What the exercise asks
Nothing but the exact lines from the one containing "Give bounding boxes" through the last line of the records below belongs in your answer.

%%

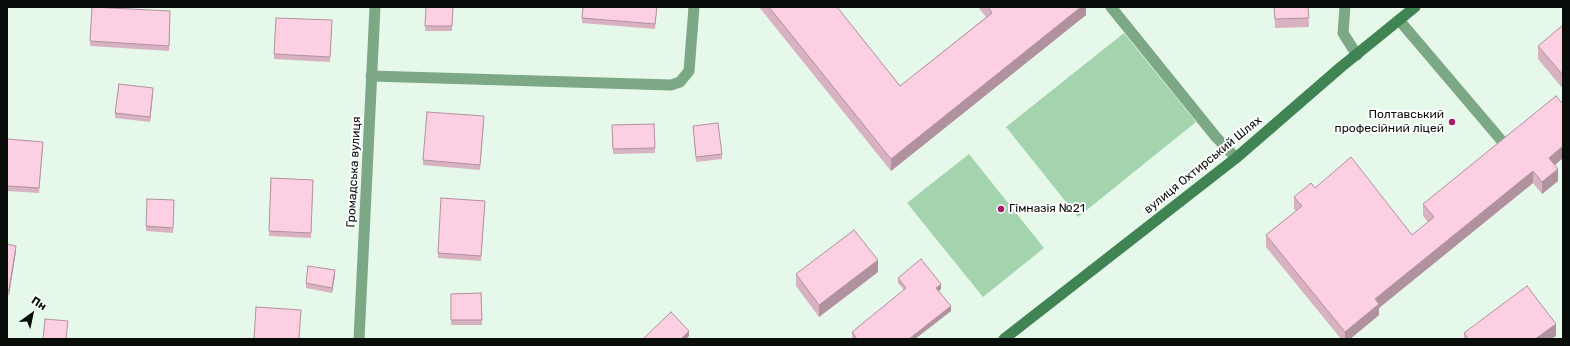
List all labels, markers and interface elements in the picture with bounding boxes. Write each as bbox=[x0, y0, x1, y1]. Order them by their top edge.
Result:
place label: Полтавський професійний ліцей bbox=[1335, 108, 1444, 136]
street label: вулиця Охтирський Шлях bbox=[1141, 113, 1265, 217]
street label: Громадська вулиця bbox=[344, 116, 364, 228]
marker: Полтавський професійний ліцей bbox=[1447, 117, 1457, 127]
place label: Гімназія №21 bbox=[1009, 202, 1085, 216]
marker: Гімназія №21 bbox=[996, 204, 1006, 214]
north arrow bbox=[12, 294, 52, 334]
text: Пн bbox=[29, 294, 49, 313]

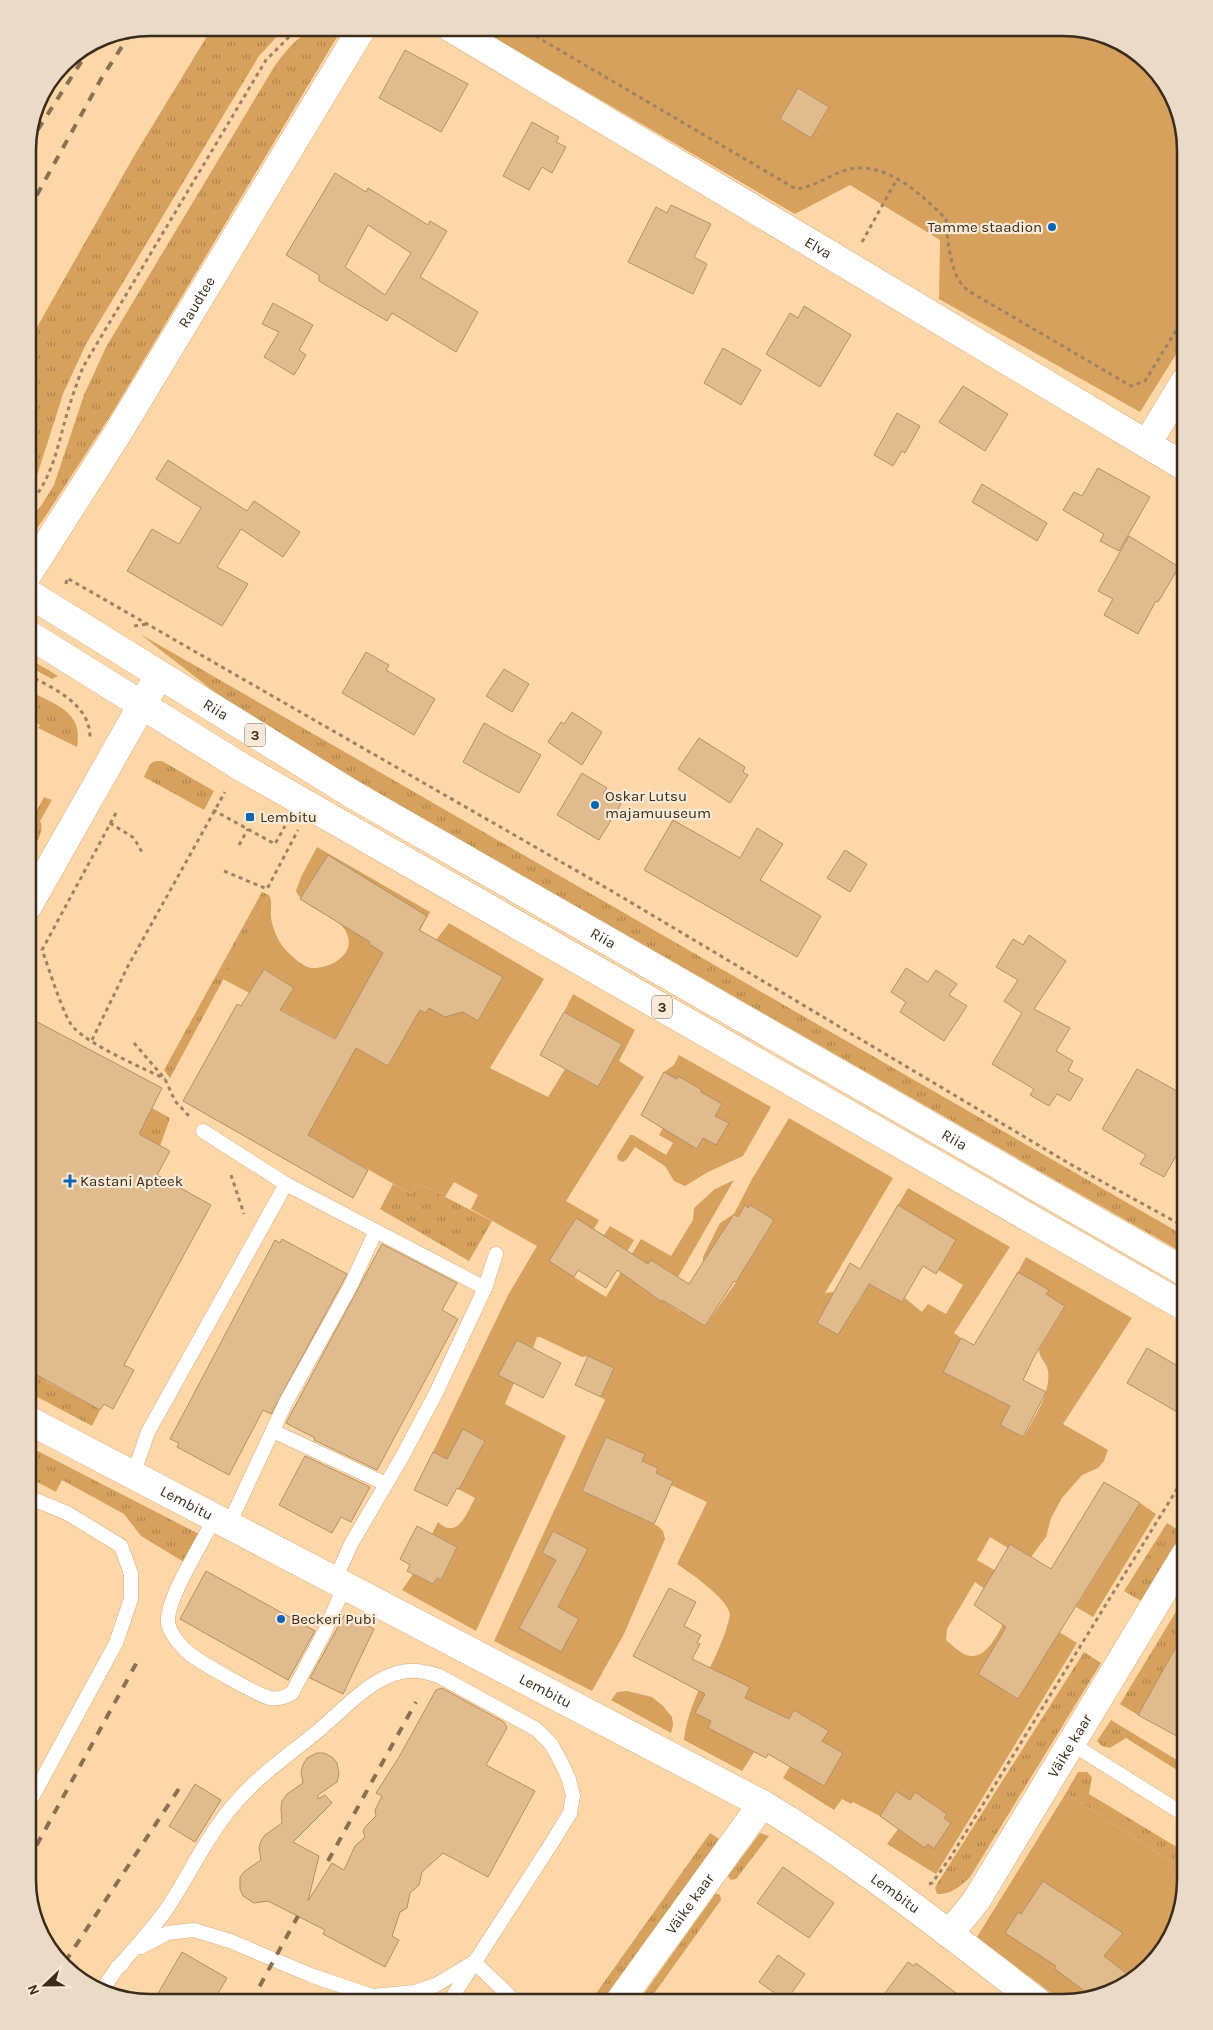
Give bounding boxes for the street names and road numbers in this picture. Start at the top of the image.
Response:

%%

Solution to this task
Give bounding boxes for the street names and road numbers in this picture. Start at the top of the image.
Response:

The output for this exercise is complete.